FICTION
A MARRIAGE MADE AT WOODSTOCK by Cathie Pelletier (Crown: $22; 288 pp.) No wonder Chandra leaves Frederick. You would too. This guy is boring. A real nerd. Anal-retentive as a Pamper. In his Maine suburb, he has to be the first one up. Before shopping he alphabetizes his grocery list. While shopping, he advises housewives to choose the welded cans, not the soldered ones. He cuts out of his wife’s Christmas party “to explore a new spreadsheet update.” He calculates the annual cost of his razor blades. He doesn’t remember, he “downloads cerebral data.” When his wife finally splits--”I’m not leaving for another man. I’m leaving for Chandra”--he doesn’t hesitate to speak his mind: “You’d better not take my Ultra-Brite.” It’s tough to wrap a novel around a wimp. Cathie Pelletier gives it her best shot. She misses.

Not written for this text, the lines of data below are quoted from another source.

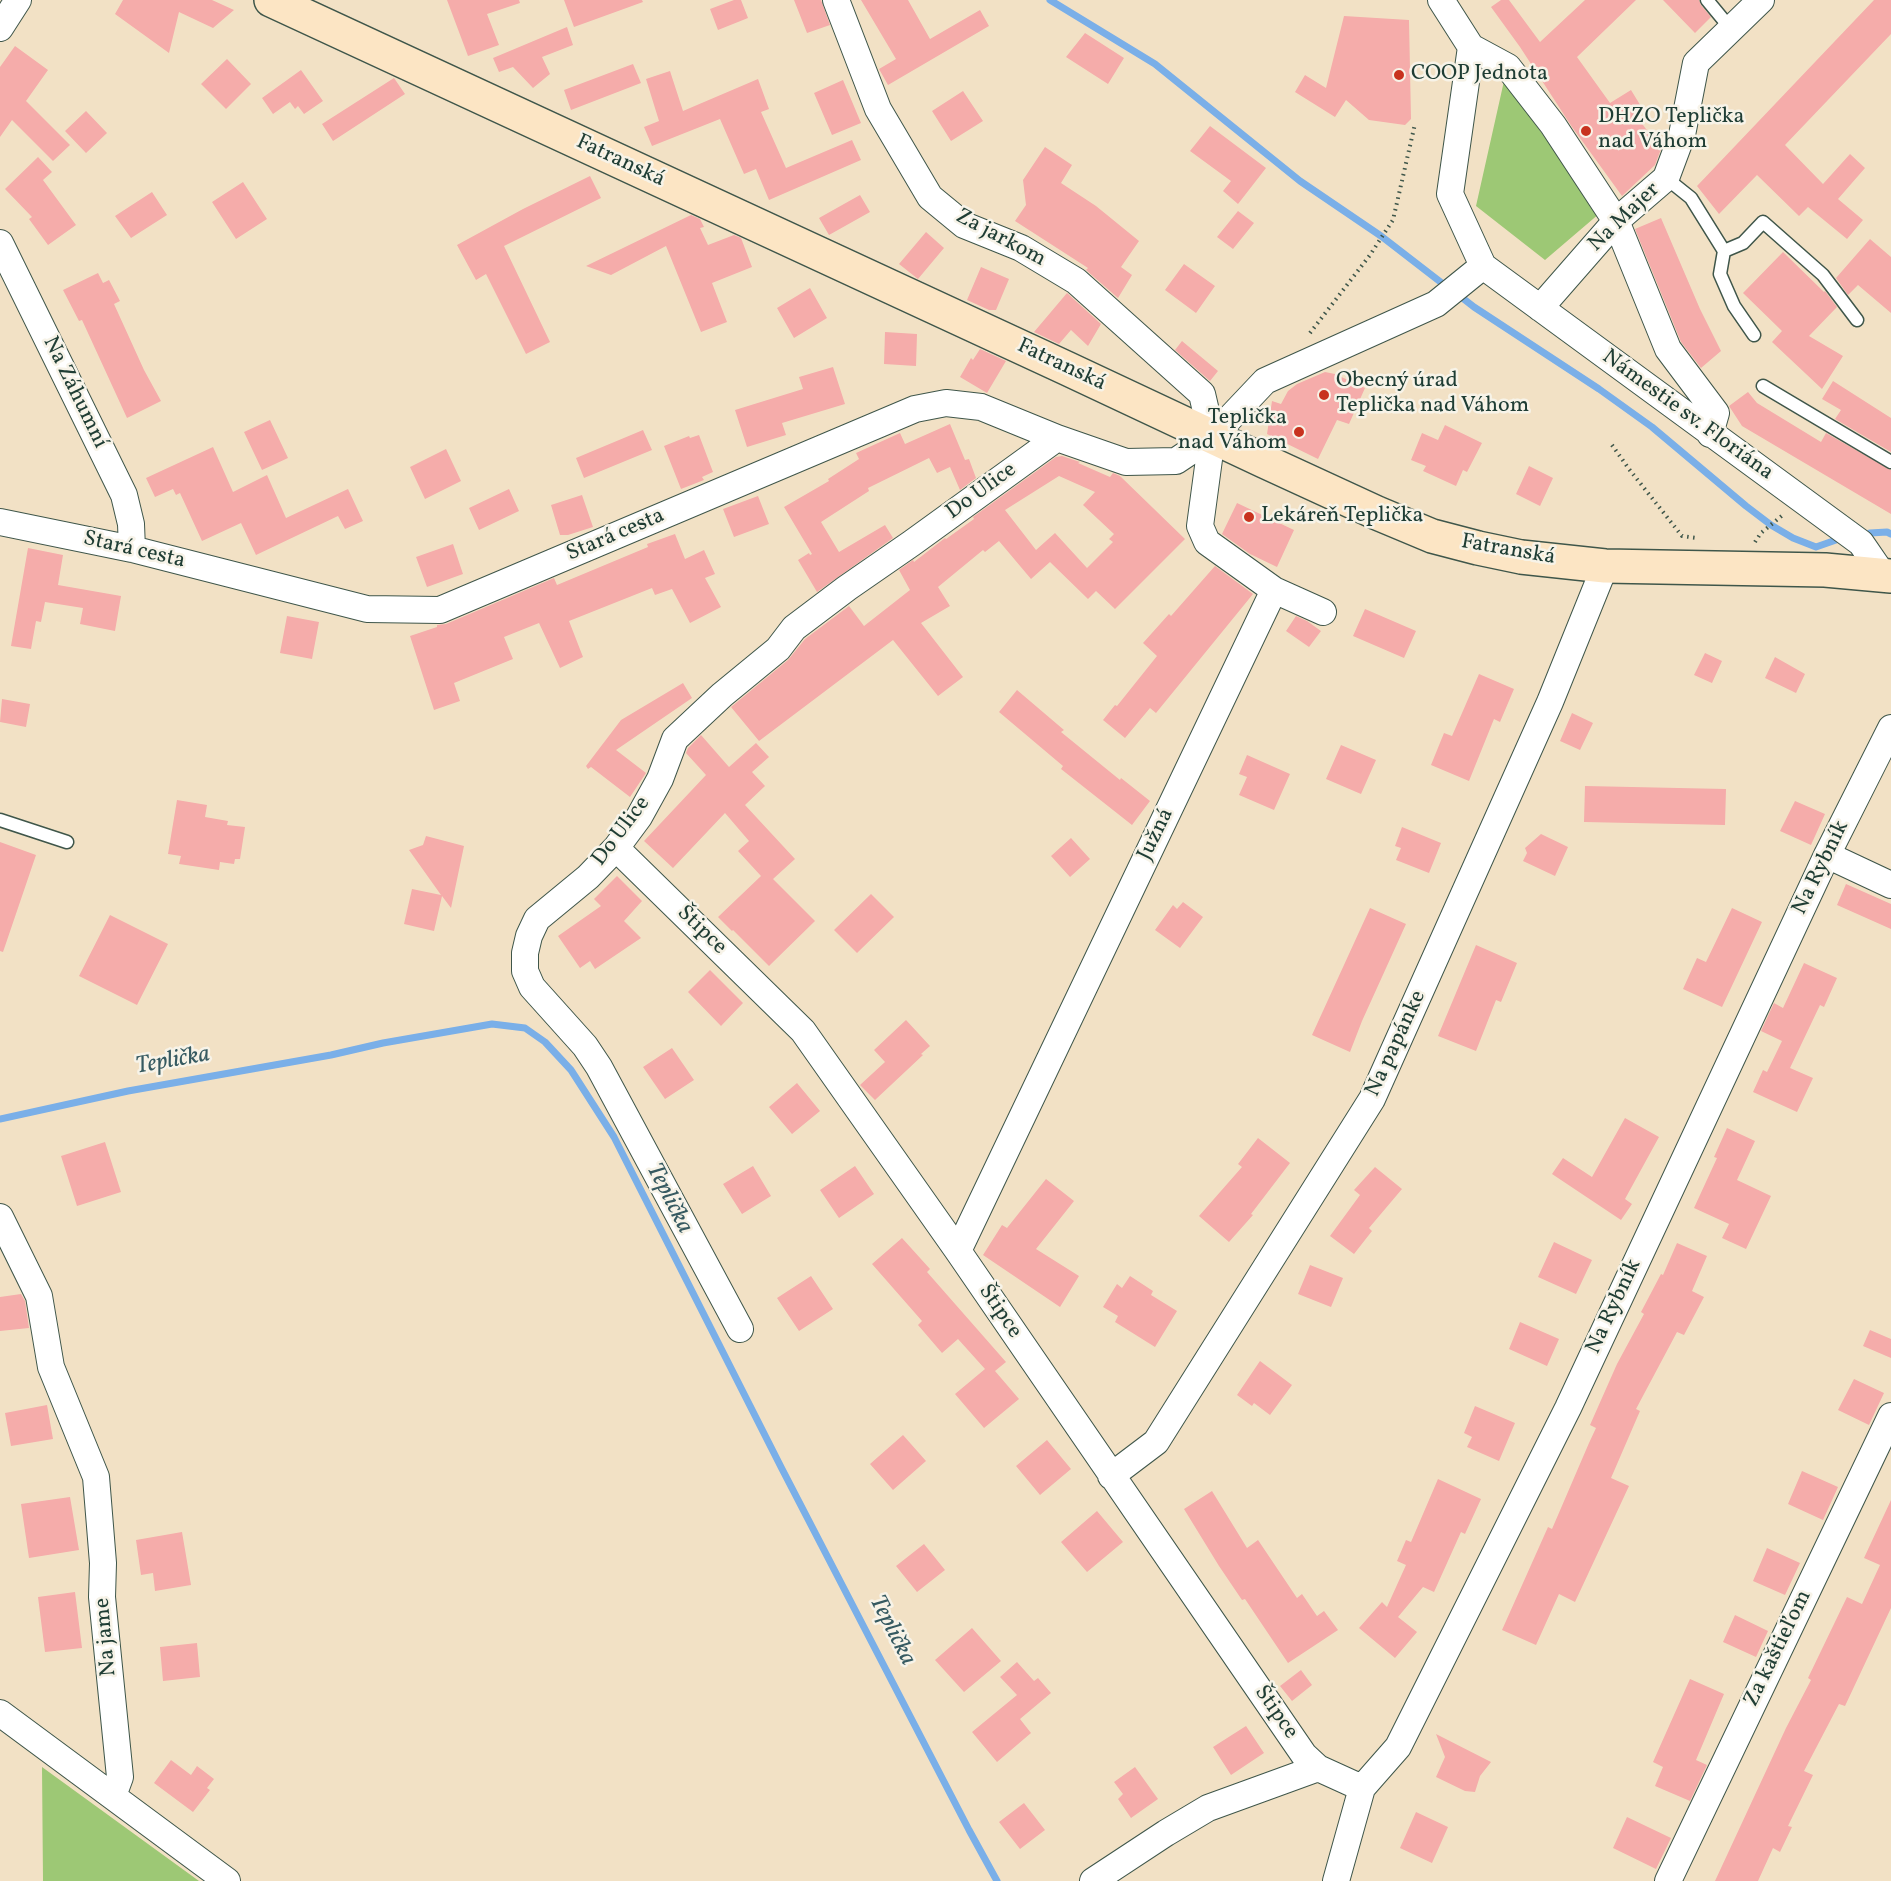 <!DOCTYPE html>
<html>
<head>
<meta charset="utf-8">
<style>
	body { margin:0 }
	canvas { display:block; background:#f2e1c5 }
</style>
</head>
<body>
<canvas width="1891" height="1881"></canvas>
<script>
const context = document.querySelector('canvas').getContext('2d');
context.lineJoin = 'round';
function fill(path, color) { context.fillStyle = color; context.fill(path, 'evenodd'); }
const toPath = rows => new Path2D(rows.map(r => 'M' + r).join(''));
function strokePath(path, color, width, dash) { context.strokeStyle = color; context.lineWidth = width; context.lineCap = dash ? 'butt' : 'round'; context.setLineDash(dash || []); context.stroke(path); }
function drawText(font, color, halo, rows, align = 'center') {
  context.font = font + ' Vollkorn,serif'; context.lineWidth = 5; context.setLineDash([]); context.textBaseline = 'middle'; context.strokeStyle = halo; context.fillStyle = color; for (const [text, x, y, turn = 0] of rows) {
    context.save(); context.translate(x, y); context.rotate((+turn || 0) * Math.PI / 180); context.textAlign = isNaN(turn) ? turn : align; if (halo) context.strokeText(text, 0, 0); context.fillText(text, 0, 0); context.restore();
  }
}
const green = toPath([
	[1504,81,1600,213,1545,260,1476,206],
	[42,1767,199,1881,43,1881]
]);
const stream = toPath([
	[1050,0,1155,64,1300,181,1381,236,1447,287],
	[1456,293,1474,307,1599,389,1652,427,1746,506,1771,525,1793,538,1816,547,1836,540],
	[1870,533,1887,532,1891,534],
	[0,1119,128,1091,331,1055,383,1043,492,1024,525,1028,545,1042,571,1070,614,1137,781,1467,969,1830,997,1881]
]);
const building = toPath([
	[123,0,212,0,234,10,213,28,179,12,169,53,115,14],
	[447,0,519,0,520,3,487,14,499,45,468,56],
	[564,0,642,0,643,2,574,27],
	[734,0,741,0,748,18,718,30,710,9],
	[794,0,821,0,830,25,807,33],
	[861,0,908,0,930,39,980,10,989,26,888,85,879,69,896,59],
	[1501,0,1509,0,1540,42,1585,0,1636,0,1577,57,1610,103,1631,90,1642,108,1634,113,1661,149,1655,165,1622,196,1572,127,1520,47,1491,7],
	[1663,0,1699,0,1701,5,1711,17,1695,33],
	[1874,0,1891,0,1891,34,1785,145,1823,184,1850,154,1865,168,1838,199,1863,220,1847,239,1808,207,1799,216,1757,175,1719,214,1697,186],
	[1344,16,1409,20,1411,119,1405,125,1369,120,1346,100,1335,117,1295,92,1305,75,1326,88],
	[567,27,573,45,542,57,550,74,533,88,513,67,499,72,493,58],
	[1085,33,1124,58,1108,84,1066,57],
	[15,46,48,70,26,101,70,145,53,161,12,120,0,137,0,67],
	[227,59,251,84,226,109,201,84],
	[633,64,641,83,571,110,564,90],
	[301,70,323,101,304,114,298,106,295,109,290,102,273,114,262,98],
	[670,71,683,111,758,79,769,109,761,112,786,168,852,140,861,160,769,200,756,169,744,174,720,119,652,146,644,127,659,121,646,79],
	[394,78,405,94,333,141,322,124],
	[843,80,861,123,832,135,814,93],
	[963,91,983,121,951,141,932,111],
	[86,111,107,133,86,153,65,131],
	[1210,126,1266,168,1238,204,1223,191,1231,181,1190,151],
	[1045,147,1072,165,1061,183,1096,206,1139,241,1121,267,1132,275,1118,298,1086,270,1088,268,1015,221,1026,205,1023,180],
	[38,157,52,172,43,180,76,225,48,245,29,219,32,217,5,189],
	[590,176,601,198,504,246,550,342,526,354,486,274,476,280,457,245,523,209],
	[243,182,267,219,236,239,212,202],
	[152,192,167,215,131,238,115,216],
	[860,195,870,212,829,235,819,218],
	[1238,211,1254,223,1233,249,1217,237],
	[691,215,700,219,704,227,700,228,708,245,734,235,741,238,752,267,712,283,727,322,701,332,666,246,611,275,586,266],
	[1661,218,1700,309,1721,351,1701,368,1681,342,1635,229],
	[926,232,944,248,918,279,899,264],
	[1870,239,1891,257,1891,313,1858,285,1848,295,1836,278],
	[1783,252,1824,292,1825,291,1837,307,1809,336,1843,356,1822,389,1772,342,1782,331,1743,293],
	[1184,264,1215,286,1196,313,1165,290],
	[981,267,1009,279,996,310,989,310,967,300],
	[98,273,103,283,109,280,120,301,114,304,144,370,161,401,127,418,82,320,79,321,63,290],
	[810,288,827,318,794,338,777,308],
	[1067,293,1101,324,1088,346,1071,330,1059,344,1034,332],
	[885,332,917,334,916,366,884,364],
	[1182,341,1218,371,1210,381,1175,350],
	[980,349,1006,361,987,393,960,377,971,358,973,360],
	[833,367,845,404,782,423,786,435,747,447,735,410,803,389,799,377],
	[1325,372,1335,374,1365,388,1349,424,1337,420,1318,459,1267,434,1272,401,1281,404,1288,391,1297,384],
	[1833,381,1891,418,1891,452,1835,419,1841,410,1822,399],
	[1748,392,1757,403,1821,442,1826,433,1891,470,1891,514,1742,426,1729,406],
	[270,420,288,458,262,470,244,432],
	[950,424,965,460,969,459,976,478,960,490,950,467,937,473,929,458,868,488,869,491,821,522,839,552,885,525,893,538,817,592,798,560,809,553,810,555,812,554,784,507,829,481,828,479,859,459,856,453,900,433,905,444],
	[1445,425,1482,443,1467,472,1463,470,1456,486,1423,471,1426,466,1411,460,1422,433,1438,440],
	[643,430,652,450,584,478,576,458],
	[699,435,713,472,702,477,704,480,681,489,664,446,689,436,690,438],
	[213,447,233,492,267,475,286,518,348,489,363,521,345,529,338,516,256,555,241,523,202,541,180,493,176,495,173,489,155,497,146,478],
	[446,449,461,481,425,499,410,467],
	[1062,456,1080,462,1078,463,1110,477,1113,473,1120,476,1185,539,1115,609,1096,591,1088,599,1050,562,1031,579,999,541,985,552,983,550,938,587,950,606,921,623,963,677,938,696,893,640,759,741,731,707,788,660,805,639,849,606,864,626,910,590,899,570,913,560,914,562,945,538,946,539,974,519,973,517,1056,457],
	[1059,476,1095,492,1083,505,1114,534,1109,539,1113,542,1087,568,1055,533,1036,550,1005,510],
	[1529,466,1553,478,1540,506,1516,494],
	[509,489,519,511,479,530,469,508],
	[582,495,593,527,568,535,560,535,551,505],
	[758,496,769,524,734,537,723,509],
	[1237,503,1294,530,1277,567,1250,554,1222,534],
	[675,534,685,559,704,550,715,574,705,578,721,607,690,623,672,589,655,595,652,588,569,621,583,657,560,668,539,623,504,637,513,659,454,683,460,701,434,710,410,636,437,627,437,625,446,624,554,578,557,585,648,547,647,544],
	[453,544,463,574,427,587,416,557],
	[28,548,63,555,58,585,121,596,115,631,80,624,83,608,45,602,41,622,36,621,31,649,11,646],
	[1215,566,1253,594,1156,713,1150,708,1125,738,1103,720,1115,705,1117,706,1157,656,1143,643,1169,614,1171,616],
	[1365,609,1416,631,1404,658,1353,636],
	[287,616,319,622,312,659,280,653],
	[1296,616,1307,621,1321,631,1309,647,1286,631],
	[1705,653,1722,661,1712,683,1694,675],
	[1775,657,1805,674,1796,693,1765,678],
	[1479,674,1514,689,1500,722,1494,719,1469,781,1431,765,1444,733,1452,736],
	[683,683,692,698,616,750,646,773,630,797,591,767,588,769,586,766,621,720],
	[1017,690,1064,730,1061,732,1120,780,1121,778,1150,801,1132,825,1061,769,1063,766,999,712],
	[2,699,30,704,26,727,0,722],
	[1572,713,1593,723,1580,750,1560,741],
	[701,735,729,767,756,743,769,757,752,772,765,786,745,805,795,859,773,879,815,921,769,966,733,930,732,931,718,917,761,876,738,851,749,841,725,813,673,868,644,841,706,775,686,753,688,748],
	[1341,745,1376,760,1361,794,1326,779],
	[1247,755,1290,774,1274,810,1239,795,1247,777,1239,774],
	[1585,786,1726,789,1725,825,1584,822],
	[177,800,207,805,205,817,228,821,227,825,245,827,240,859,235,859,234,864,220,862,219,870,179,864,181,856,168,854],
	[1795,801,1825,814,1811,845,1780,831],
	[1402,827,1441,843,1429,873,1396,860,1401,848,1395,846],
	[1541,834,1568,847,1555,876,1523,861,1527,853,1525,848],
	[426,836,464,846,451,908,442,896,434,931,404,924,412,889,441,895,409,850,423,845],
	[1071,838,1090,859,1070,877,1051,856],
	[0,842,36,855,3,952,0,951],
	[617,876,642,901,624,921,641,938,595,969,590,961,580,968,558,936,601,906,594,899],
	[1846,884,1891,904,1891,929,1837,905],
	[871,894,894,917,857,953,834,930],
	[1183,902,1203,917,1180,948,1155,930,1173,905,1177,909],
	[1370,908,1406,924,1362,1021,1350,1052,1312,1035],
	[1732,908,1762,922,1722,1007,1683,989,1697,958,1706,962],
	[110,915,168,944,137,1005,79,976],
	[1476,945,1517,963,1501,1002,1496,1000,1476,1051,1438,1036],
	[1804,963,1837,978,1824,1007,1820,1005,1790,1068,1813,1078,1797,1112,1753,1092,1763,1070,1767,1072,1782,1041,1761,1031,1774,1003,1783,1008],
	[710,970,743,1003,721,1026,688,992],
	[906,1020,930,1046,921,1054,923,1055,875,1100,860,1085,885,1062,874,1050],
	[672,1048,694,1080,665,1099,643,1067],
	[797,1083,820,1111,792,1134,769,1107],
	[1625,1118,1659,1137,1625,1199,1632,1204,1621,1220,1552,1174,1563,1158,1592,1177],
	[1727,1128,1755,1141,1737,1180,1771,1196,1746,1249,1722,1238,1729,1224,1694,1208,1717,1158,1714,1157],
	[1258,1138,1290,1163,1251,1214,1253,1215,1229,1242,1199,1216,1242,1167,1238,1164],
	[105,1142,121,1192,77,1206,61,1156],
	[753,1166,771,1196,742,1214,723,1184],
	[855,1166,874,1194,839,1218,820,1190],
	[1375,1167,1402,1189,1369,1228,1372,1231,1354,1254,1330,1236,1360,1195,1354,1190],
	[1046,1179,1074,1201,1036,1249,1079,1276,1060,1307,983,1255,1002,1225,1007,1228],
	[902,1238,930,1269,927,1272,1006,1362,995,1371,1019,1399,984,1428,955,1394,985,1369,958,1339,942,1353,918,1325,922,1321,872,1264],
	[1554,1242,1592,1260,1576,1294,1538,1277],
	[1677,1243,1707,1256,1692,1291,1704,1297,1684,1335,1677,1332,1636,1409,1640,1411,1611,1478,1629,1486,1575,1602,1559,1594,1536,1645,1502,1630,1548,1527,1552,1529,1589,1443,1596,1428,1590,1425,1617,1364,1644,1314,1641,1312,1661,1274,1663,1275],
	[1310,1265,1343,1278,1331,1307,1298,1294],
	[811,1276,833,1309,799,1331,777,1298],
	[1130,1276,1153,1291,1151,1295,1177,1311,1155,1347,1115,1322,1118,1316,1103,1307,1117,1284,1122,1288],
	[21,1294,25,1301,29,1328,0,1331,0,1297],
	[1520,1322,1559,1339,1547,1366,1509,1349],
	[1870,1330,1891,1339,1891,1358,1863,1346],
	[1260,1361,1292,1385,1270,1415,1254,1403,1252,1406,1237,1395],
	[1854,1379,1884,1393,1869,1425,1838,1410],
	[47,1405,53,1439,11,1446,5,1413],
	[1475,1406,1515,1423,1499,1461,1467,1447,1472,1437,1464,1433],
	[903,1435,926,1461,893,1490,870,1464],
	[1047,1440,1071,1469,1040,1495,1016,1466],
	[1802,1471,1838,1487,1823,1520,1788,1504],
	[1438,1479,1481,1499,1465,1534,1461,1532,1434,1592,1423,1587,1398,1617,1417,1632,1395,1658,1359,1628,1382,1602,1387,1607,1406,1565,1397,1561,1406,1540,1411,1542],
	[1212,1491,1247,1548,1258,1540,1297,1598,1302,1594,1317,1616,1324,1611,1338,1630,1288,1663,1245,1599,1242,1600,1219,1566,1184,1509],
	[70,1497,79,1550,29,1558,21,1504],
	[1891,1500,1891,1608,1845,1706,1839,1704,1804,1771,1813,1775,1788,1826,1792,1827,1780,1852,1773,1848,1758,1881,1715,1881,1786,1728,1811,1680,1808,1678,1847,1597,1862,1604,1880,1565,1864,1558],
	[1097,1511,1123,1542,1087,1572,1061,1542],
	[182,1532,191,1585,155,1591,153,1573,141,1575,136,1540],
	[924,1544,945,1570,917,1592,896,1566],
	[1767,1548,1800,1563,1785,1595,1753,1581],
	[75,1592,82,1648,45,1652,38,1597],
	[1735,1615,1768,1631,1756,1657,1723,1642],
	[972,1628,1001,1661,964,1692,935,1660],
	[197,1643,200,1677,163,1681,160,1647],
	[1017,1662,1034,1681,1038,1678,1051,1693,1020,1719,1031,1733,997,1762,972,1732,1017,1695,1000,1677],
	[1301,1670,1312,1685,1292,1701,1280,1686],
	[1690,1679,1724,1694,1696,1760,1707,1765,1690,1801,1655,1786,1663,1767,1653,1762],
	[1246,1726,1264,1753,1231,1775,1213,1747],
	[1436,1734,1491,1762,1480,1776,1475,1792,1465,1791,1436,1777,1445,1757],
	[171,1760,191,1775,197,1766,214,1779,207,1788,210,1790,193,1812,154,1783],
	[1135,1767,1158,1799,1131,1818,1118,1799,1123,1794,1114,1782],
	[1024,1803,1045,1830,1020,1849,999,1822],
	[1416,1812,1448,1827,1432,1863,1400,1848],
	[1627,1817,1671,1838,1656,1869,1613,1848]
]);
const path = toPath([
	[1310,333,1370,255,1393,220,1415,124],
	[1612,445,1629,469,1682,536,1697,538],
	[1755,542,1761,533,1784,514]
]);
const service = toPath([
	[1707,0,1731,29],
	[1666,178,1691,198,1724,251,1720,274,1734,306,1754,335],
	[1724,251,1743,243,1763,222,1823,275,1857,320],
	[1763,386,1891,462],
	[0,820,67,842]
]);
const minor = toPath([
	[836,0,878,109,930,197,964,225,1021,248,1076,281,1202,394,1212,437,1200,526,1207,542,1274,590,958,1251],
	[1441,0,1471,47,1508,67,1553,125,1616,221,1668,349,1716,413,1710,434],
	[0,28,18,0],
	[1471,47,1450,194,1483,266,1861,543,1883,575],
	[0,243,124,495,131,524,132,549],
	[1540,308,1616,221,1666,178,1682,135,1696,63,1761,0],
	[0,522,132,549,367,609,440,610,915,409,946,403,981,407,1057,438,1126,462,1176,461,1212,437,1265,381,1436,304,1483,266],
	[1274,590,1323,612],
	[616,848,803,1031,958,1251,1304,1755,1318,1768,1362,1788],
	[1827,855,1891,885],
	[0,1217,39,1296,51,1367,96,1477,103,1563,102,1597,120,1777,113,1796],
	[740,1329,599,1067,585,1046,532,987,525,971,525,953,529,936,537,919,588,877,616,848,639,817,660,779,675,739,722,695,778,649,794,628,847,588,912,543,1057,438],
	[1111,1476,1156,1442,1372,1099,1550,702,1605,566],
	[0,1713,227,1881],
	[1093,1881,1166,1833,1208,1808,1318,1768],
	[1336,1881,1362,1788,1398,1747,1568,1408,1827,855,1891,728],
	[1668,1881,1891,1416]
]);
const secondary = toPath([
	[271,0,1066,368,1264,461,1377,513,1432,536,1478,548,1521,557,1605,566,1825,570,1891,576]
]);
const markers = [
	[1399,75,6,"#c8321e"],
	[1586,131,6,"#c8321e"],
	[1324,395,6,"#c8321e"],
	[1299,432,6,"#c8321e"],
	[1249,517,6,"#c8321e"]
];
const poiNames = [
	["COOP Jednota",1411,75],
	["DHZO Teplička",1598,118],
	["nad Váhom",1598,143],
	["Obecný úrad",1336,382],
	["Teplička nad Váhom",1336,407],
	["Teplička",1287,419,"right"],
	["nad Váhom",1287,444,"right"],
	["Lekáreň Teplička",1261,517]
];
const streetNames = [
	["Fatranská",620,162,25],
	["Na Majer",1625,218,-44],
	["Za jarkom",1000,239,28],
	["Fatranská",1061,366,25],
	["Na Záhumní",74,393,64],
	["Námestie sv. Floriána",1687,416,36],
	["Do Ulice",982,492,-36],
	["Stará cesta",616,536,-23],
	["Stará cesta",134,551,13],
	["Fatranská",1508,551,10],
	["Do Ulice",622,832,-53],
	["Južná",1157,835,-64],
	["Na Rybník",1822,868,-64],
	["Štipce",701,931,44],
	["Na papánke",1397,1044,-65],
	["Na Rybník",1615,1307,-65],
	["Štipce",999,1312,56],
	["Na jame",107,1637,-95],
	["Za kaštieľom",1779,1649,-64],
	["Štipce",1275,1713,55]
];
const waterNames = [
	["Teplička",173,1062,-10],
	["Teplička",668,1199,63],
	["Teplička",891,1631,63]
];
fill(green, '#9dc875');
strokePath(stream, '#7aafe8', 7);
fill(building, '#f5acaa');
strokePath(service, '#3f564a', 15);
strokePath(minor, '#3f564a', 28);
strokePath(secondary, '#3f564a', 36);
strokePath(path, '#3f564a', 4, [1.5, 4.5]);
strokePath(service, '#fff', 12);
strokePath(minor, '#fff', 26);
strokePath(secondary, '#fce5c4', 33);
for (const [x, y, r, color] of markers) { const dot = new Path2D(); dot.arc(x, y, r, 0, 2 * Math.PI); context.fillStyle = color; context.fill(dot); strokePath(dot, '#f7f3e8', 2); }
drawText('22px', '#1f3d34', '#f7f3e8', poiNames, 'left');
drawText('22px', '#1f3d34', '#f7f3e8', streetNames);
drawText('italic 24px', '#365a61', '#f7f3e8', waterNames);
</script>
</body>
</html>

Since Woodstock, the real one, where they met, Chandra has continued to be caring, concerned, committed, etc. She boycotts a lot. Gives seminars. That sort of thing. Frederick has chosen to become an accountant; somebody has to pay the bills. Why they’ve been married for 20 years is anyone’s guess. The problem is, Pelletier’s men all are cretins. Bourgeois cretins. They “mill about their yards like plump locusts that surface periodically, seven-day cycles.” Or they preen middle-agedly in taverns, hitting on numb, nubile chicks and wearing hand-painted cravats (“If Leonardo da Vinci were alive today he’d be doing neckties”). Chandra isn’t entirely a prize; Pelletier’s too smart for that. Chandra hangs with women named Sukie and Halona; she counts women’s rights instead of sheep. But Frederick’s the main man here. Will he see the light? Is the Pope Italian?